◆ **Task directions**
As an exercise, transcribe the data below in full and exactly, omitting pictures.

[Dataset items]
===============

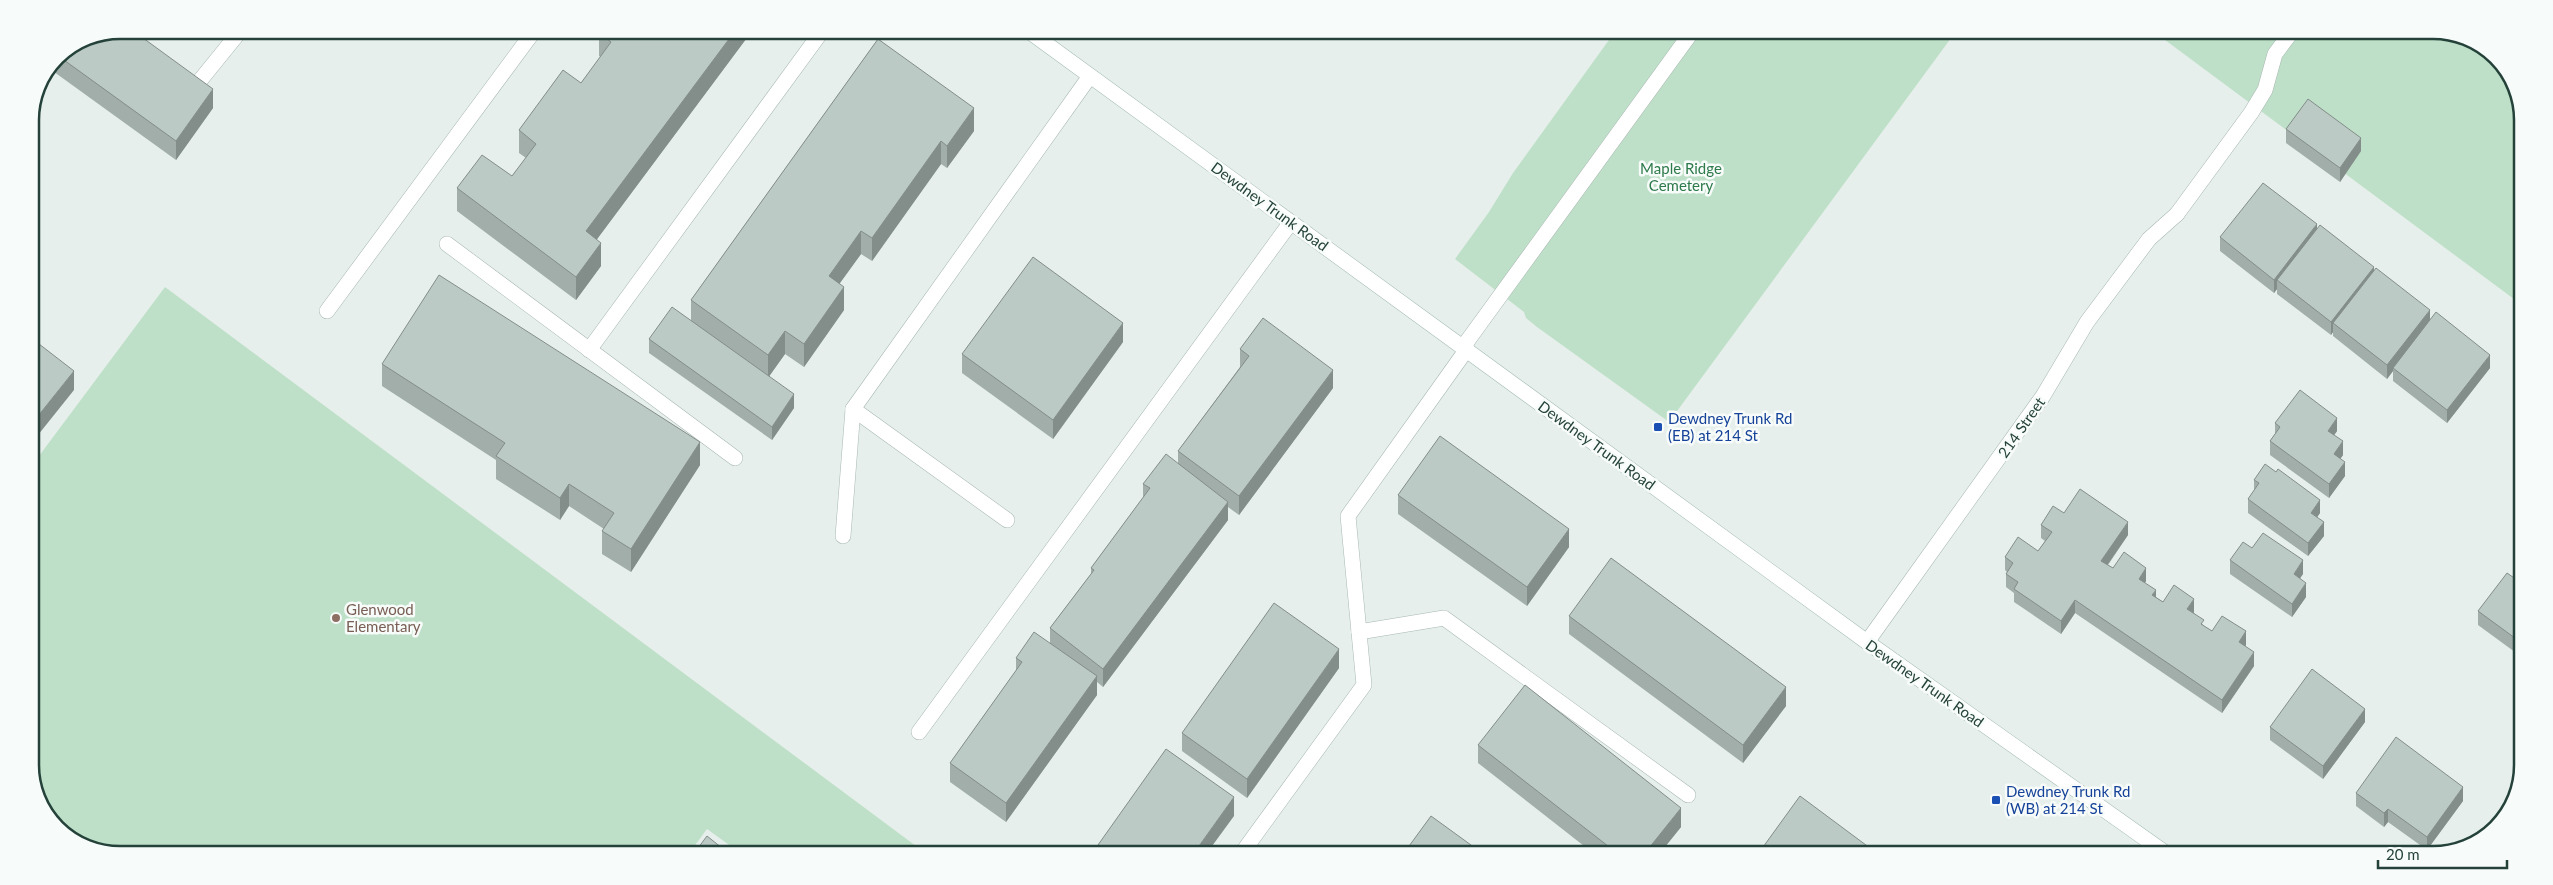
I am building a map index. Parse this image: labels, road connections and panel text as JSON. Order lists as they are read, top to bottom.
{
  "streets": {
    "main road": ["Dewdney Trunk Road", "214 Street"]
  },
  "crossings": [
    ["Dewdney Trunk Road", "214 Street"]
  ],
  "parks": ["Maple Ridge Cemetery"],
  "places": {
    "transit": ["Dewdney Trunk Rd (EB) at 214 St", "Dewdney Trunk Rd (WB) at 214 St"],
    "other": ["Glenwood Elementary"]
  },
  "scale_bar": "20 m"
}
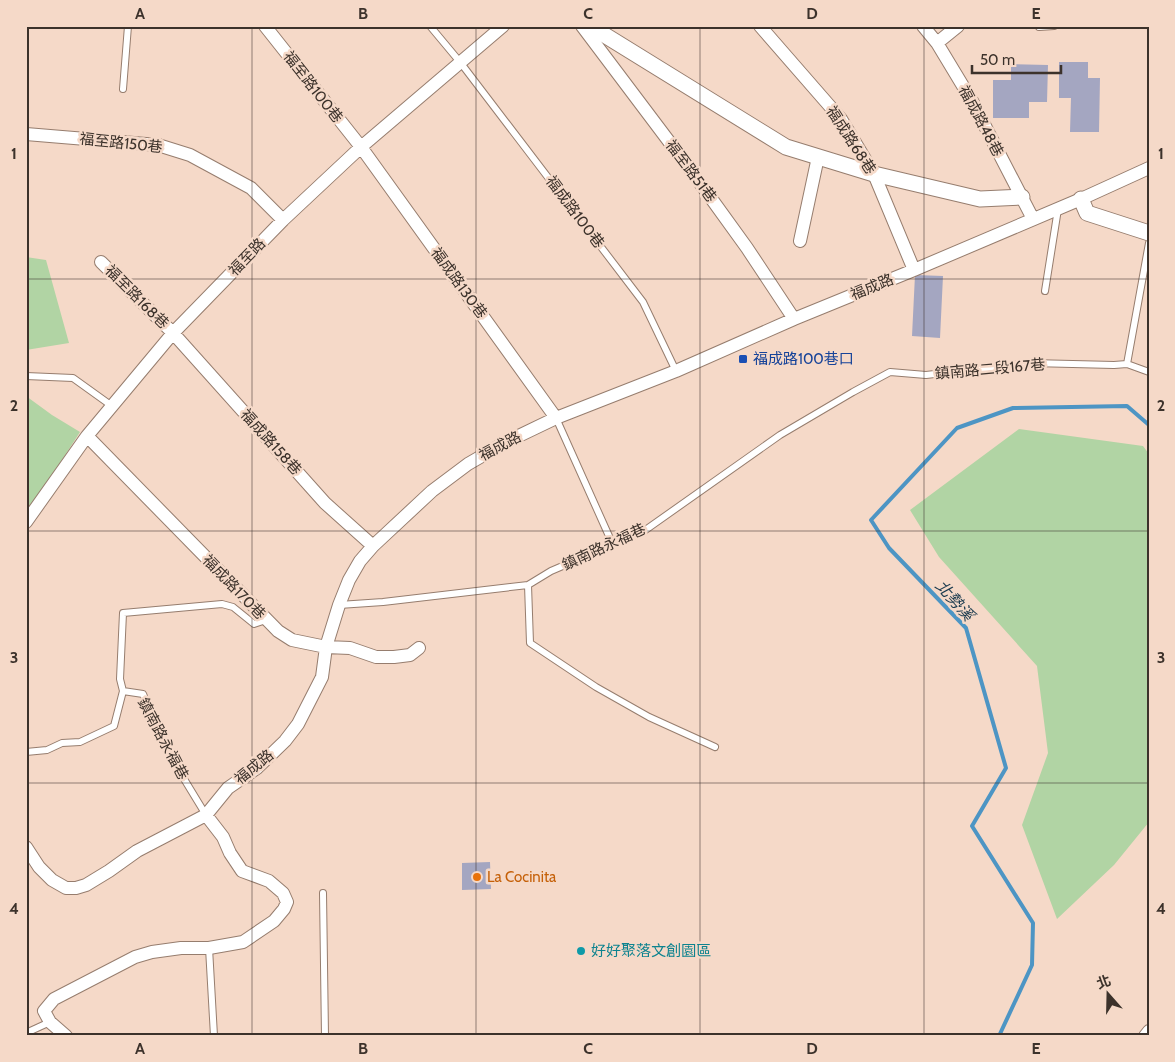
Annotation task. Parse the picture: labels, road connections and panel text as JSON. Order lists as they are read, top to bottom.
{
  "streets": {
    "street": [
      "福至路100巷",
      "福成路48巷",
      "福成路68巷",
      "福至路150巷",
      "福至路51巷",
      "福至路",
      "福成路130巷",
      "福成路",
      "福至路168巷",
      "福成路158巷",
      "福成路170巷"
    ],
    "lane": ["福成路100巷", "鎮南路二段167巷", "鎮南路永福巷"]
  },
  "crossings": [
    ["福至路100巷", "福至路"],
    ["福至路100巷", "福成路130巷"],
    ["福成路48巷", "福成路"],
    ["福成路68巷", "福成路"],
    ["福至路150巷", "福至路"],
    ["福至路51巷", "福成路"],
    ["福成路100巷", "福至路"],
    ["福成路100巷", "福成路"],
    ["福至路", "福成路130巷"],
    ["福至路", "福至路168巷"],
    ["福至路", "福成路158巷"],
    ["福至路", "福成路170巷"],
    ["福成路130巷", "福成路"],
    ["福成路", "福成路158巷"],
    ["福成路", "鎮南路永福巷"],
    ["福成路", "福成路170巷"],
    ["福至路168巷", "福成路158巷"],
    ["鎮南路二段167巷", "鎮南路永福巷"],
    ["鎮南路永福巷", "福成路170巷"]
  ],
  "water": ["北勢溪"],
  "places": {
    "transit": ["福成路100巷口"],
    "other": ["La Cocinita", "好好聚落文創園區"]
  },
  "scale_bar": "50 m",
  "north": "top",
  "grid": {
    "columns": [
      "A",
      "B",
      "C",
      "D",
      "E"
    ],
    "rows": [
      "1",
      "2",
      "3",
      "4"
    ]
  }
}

===============

◆ **Exercise solution**
I am building a map index. Parse this image: labels, road connections and panel text as JSON. Order lists as they are read, top to bottom.
{
  "streets": {
    "main road": ["Dewdney Trunk Road", "214 Street"]
  },
  "crossings": [
    ["Dewdney Trunk Road", "214 Street"]
  ],
  "parks": ["Maple Ridge Cemetery"],
  "places": {
    "transit": ["Dewdney Trunk Rd (EB) at 214 St", "Dewdney Trunk Rd (WB) at 214 St"],
    "other": ["Glenwood Elementary"]
  },
  "scale_bar": "20 m"
}
Annotation task. Parse the picture: labels, road connections and panel text as JSON. Order lists as they are read, top to bottom.
{
  "streets": {
    "street": [
      "福至路100巷",
      "福成路48巷",
      "福成路68巷",
      "福至路150巷",
      "福至路51巷",
      "福至路",
      "福成路130巷",
      "福成路",
      "福至路168巷",
      "福成路158巷",
      "福成路170巷"
    ],
    "lane": ["福成路100巷", "鎮南路二段167巷", "鎮南路永福巷"]
  },
  "crossings": [
    ["福至路100巷", "福至路"],
    ["福至路100巷", "福成路130巷"],
    ["福成路48巷", "福成路"],
    ["福成路68巷", "福成路"],
    ["福至路150巷", "福至路"],
    ["福至路51巷", "福成路"],
    ["福成路100巷", "福至路"],
    ["福成路100巷", "福成路"],
    ["福至路", "福成路130巷"],
    ["福至路", "福至路168巷"],
    ["福至路", "福成路158巷"],
    ["福至路", "福成路170巷"],
    ["福成路130巷", "福成路"],
    ["福成路", "福成路158巷"],
    ["福成路", "鎮南路永福巷"],
    ["福成路", "福成路170巷"],
    ["福至路168巷", "福成路158巷"],
    ["鎮南路二段167巷", "鎮南路永福巷"],
    ["鎮南路永福巷", "福成路170巷"]
  ],
  "water": ["北勢溪"],
  "places": {
    "transit": ["福成路100巷口"],
    "other": ["La Cocinita", "好好聚落文創園區"]
  },
  "scale_bar": "50 m",
  "north": "top",
  "grid": {
    "columns": [
      "A",
      "B",
      "C",
      "D",
      "E"
    ],
    "rows": [
      "1",
      "2",
      "3",
      "4"
    ]
  }
}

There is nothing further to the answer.